I will not crack a book, I will not review a sentence.  

I am scheduled for the CBT at 1235 on 2/22/11.  Practicals exam will be March 26th.

This will be a good look at how much information I have retained, and whether or not my critical thinking is up to snuff.

Will i be embarassed to fail, who wouldn't be, 

do I think I will?

No.


----------



## 8jimi8 (Feb 22, 2011)

Ok i officially did not study.  Finished my didactic back in May.  


Let's see how we do.  The only info i'm wishing i might have had pass my eyes at this point are things like the pure drug act and the years surrounding all of those scheduled drugs...

We'll see!  I'm off


----------



## 8jimi8 (Feb 22, 2011)

85 questions 107 minutes left.


I'm prediction validation.


I know I missed a few toss up questions, because they were followed by "easy" "memorization / low level questions.". However the bulk of my questions were ALS.  And believe you me... I was shutting bricks when the question ticked to number 76


I wonder if the Pearson vue nclex trick works for nremt cbt...


----------



## Wildland FF (Feb 22, 2011)

What is the Nclex trick?


----------



## 8jimi8 (Feb 22, 2011)

8jimi8 said:


> 85 questions 107 minutes left.
> 
> 
> I'm prediction validation.
> ...




Well I am unable to presently schedule another Exam.  It is a different format that then "Pearson Vue NCLEX trick,"  :.  it is an unreliable method for determining early pass / fail results.

More in news in < 48 hours hopefully.


----------



## 8jimi8 (Feb 23, 2011)

Pass!


----------



## Chimpie (Feb 23, 2011)

Awesome!
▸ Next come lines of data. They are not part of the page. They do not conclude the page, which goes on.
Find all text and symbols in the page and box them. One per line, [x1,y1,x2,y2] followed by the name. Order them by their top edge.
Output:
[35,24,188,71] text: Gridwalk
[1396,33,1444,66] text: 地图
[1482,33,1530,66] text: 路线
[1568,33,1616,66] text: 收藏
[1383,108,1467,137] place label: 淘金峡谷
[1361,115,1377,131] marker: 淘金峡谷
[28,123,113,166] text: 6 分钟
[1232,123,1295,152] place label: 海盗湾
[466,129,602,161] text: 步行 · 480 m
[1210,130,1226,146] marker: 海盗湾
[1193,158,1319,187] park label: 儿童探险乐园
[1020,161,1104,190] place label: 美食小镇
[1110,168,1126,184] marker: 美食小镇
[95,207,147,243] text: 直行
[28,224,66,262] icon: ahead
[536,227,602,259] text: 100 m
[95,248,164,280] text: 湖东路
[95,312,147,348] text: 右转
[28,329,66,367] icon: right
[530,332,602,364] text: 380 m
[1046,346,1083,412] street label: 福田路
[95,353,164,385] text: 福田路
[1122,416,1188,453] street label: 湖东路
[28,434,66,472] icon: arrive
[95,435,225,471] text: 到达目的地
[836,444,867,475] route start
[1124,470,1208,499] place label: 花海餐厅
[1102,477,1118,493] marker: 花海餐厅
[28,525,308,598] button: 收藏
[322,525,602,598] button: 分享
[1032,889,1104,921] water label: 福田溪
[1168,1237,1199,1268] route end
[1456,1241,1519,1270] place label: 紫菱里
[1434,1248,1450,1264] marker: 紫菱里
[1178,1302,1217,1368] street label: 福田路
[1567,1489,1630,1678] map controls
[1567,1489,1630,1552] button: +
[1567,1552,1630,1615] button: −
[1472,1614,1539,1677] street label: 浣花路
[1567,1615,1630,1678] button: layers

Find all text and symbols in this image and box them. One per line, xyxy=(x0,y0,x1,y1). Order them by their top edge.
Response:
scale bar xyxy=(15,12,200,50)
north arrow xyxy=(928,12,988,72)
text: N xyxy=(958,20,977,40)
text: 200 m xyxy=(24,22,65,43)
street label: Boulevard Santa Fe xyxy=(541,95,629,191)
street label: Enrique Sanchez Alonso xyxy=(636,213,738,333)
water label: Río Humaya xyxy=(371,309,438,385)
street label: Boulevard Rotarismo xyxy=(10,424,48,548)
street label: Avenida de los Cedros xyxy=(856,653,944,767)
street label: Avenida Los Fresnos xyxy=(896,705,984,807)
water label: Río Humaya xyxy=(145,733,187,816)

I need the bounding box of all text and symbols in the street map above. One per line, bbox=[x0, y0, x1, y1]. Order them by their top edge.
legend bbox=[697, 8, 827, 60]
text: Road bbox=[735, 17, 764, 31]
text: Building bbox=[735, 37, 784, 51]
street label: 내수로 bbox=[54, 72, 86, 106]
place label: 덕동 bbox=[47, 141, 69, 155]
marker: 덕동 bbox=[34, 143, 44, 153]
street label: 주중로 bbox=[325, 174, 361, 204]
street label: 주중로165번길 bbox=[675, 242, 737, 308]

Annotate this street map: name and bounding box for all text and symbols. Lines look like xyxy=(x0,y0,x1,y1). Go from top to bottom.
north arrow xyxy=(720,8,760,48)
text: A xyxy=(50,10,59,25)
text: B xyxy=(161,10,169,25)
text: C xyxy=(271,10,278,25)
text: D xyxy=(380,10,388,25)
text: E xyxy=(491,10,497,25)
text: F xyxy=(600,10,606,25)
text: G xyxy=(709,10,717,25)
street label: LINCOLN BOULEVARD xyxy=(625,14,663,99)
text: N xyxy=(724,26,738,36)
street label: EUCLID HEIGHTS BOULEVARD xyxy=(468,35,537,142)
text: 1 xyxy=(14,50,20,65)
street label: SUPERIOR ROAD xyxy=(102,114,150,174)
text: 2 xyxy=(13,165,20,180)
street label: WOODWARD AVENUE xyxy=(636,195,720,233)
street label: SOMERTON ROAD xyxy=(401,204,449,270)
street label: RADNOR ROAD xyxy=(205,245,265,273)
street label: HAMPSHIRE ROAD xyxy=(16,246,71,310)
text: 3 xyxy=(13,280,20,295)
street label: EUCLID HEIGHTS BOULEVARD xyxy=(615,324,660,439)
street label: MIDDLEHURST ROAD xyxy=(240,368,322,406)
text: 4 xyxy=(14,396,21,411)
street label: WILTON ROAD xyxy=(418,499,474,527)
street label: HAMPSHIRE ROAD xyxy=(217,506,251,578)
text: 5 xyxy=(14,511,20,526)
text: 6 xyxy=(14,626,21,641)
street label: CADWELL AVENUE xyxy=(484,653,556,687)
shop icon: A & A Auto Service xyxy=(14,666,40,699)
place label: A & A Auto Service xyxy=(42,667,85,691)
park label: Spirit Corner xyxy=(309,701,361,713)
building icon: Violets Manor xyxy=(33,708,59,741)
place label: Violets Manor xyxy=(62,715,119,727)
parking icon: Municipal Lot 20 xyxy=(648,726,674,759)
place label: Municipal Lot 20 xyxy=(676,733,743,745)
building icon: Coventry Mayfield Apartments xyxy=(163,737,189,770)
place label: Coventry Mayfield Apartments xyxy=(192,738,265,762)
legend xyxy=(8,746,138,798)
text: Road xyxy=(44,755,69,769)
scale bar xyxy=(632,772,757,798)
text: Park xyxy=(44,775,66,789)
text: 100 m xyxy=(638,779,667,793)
Congrats!

Sent using the Tapatalk app!


----------



## 8jimi8 (Feb 23, 2011)

Wildland FF said:


> What is the Nclex trick?




When you schedule your NCLEX (National Nursing Licensure Examination)

It gives you a format to schedule your exam and then you get prompted to the payment screen.


If you have taken the NCLEX and your test status reads "taken," then you try to schedule another NCLEX exam.

IF YOU PASSED, when you schedule the exam, the script errors and you will not be prompted to the payment screen.  It will prompt you to contact your Board of Nursing.

IF YOU FAILED, you are prompted to the payment screen after scheduling your examination.

This is how I determined that I passed NCLEX immediately after my test and it has worked for many others.


----------



## Wildland FF (Feb 23, 2011)

Congrats on passing!


----------



## reaper (Feb 23, 2011)

8jimi8 said:


> When you schedule your NCLEX (National Nursing Licensure Examination)
> 
> It gives you a format to schedule your exam and then you get prompted to the payment screen.
> 
> ...



Yes, That won't work for NREMT. You have to be approved by NREMT to retest and must wait two weeks before getting approval.


----------



## 8jimi8 (Feb 23, 2011)

reaper said:


> Yes, That won't work for NREMT. You have to be approved by NREMT to retest and must wait two weeks before getting approval.



Good thing i passed!  A 2 week cooler? ouch!  Although I think nursing has a 30 day reset... but your ATT as an RN candidate is good for like 2 years


----------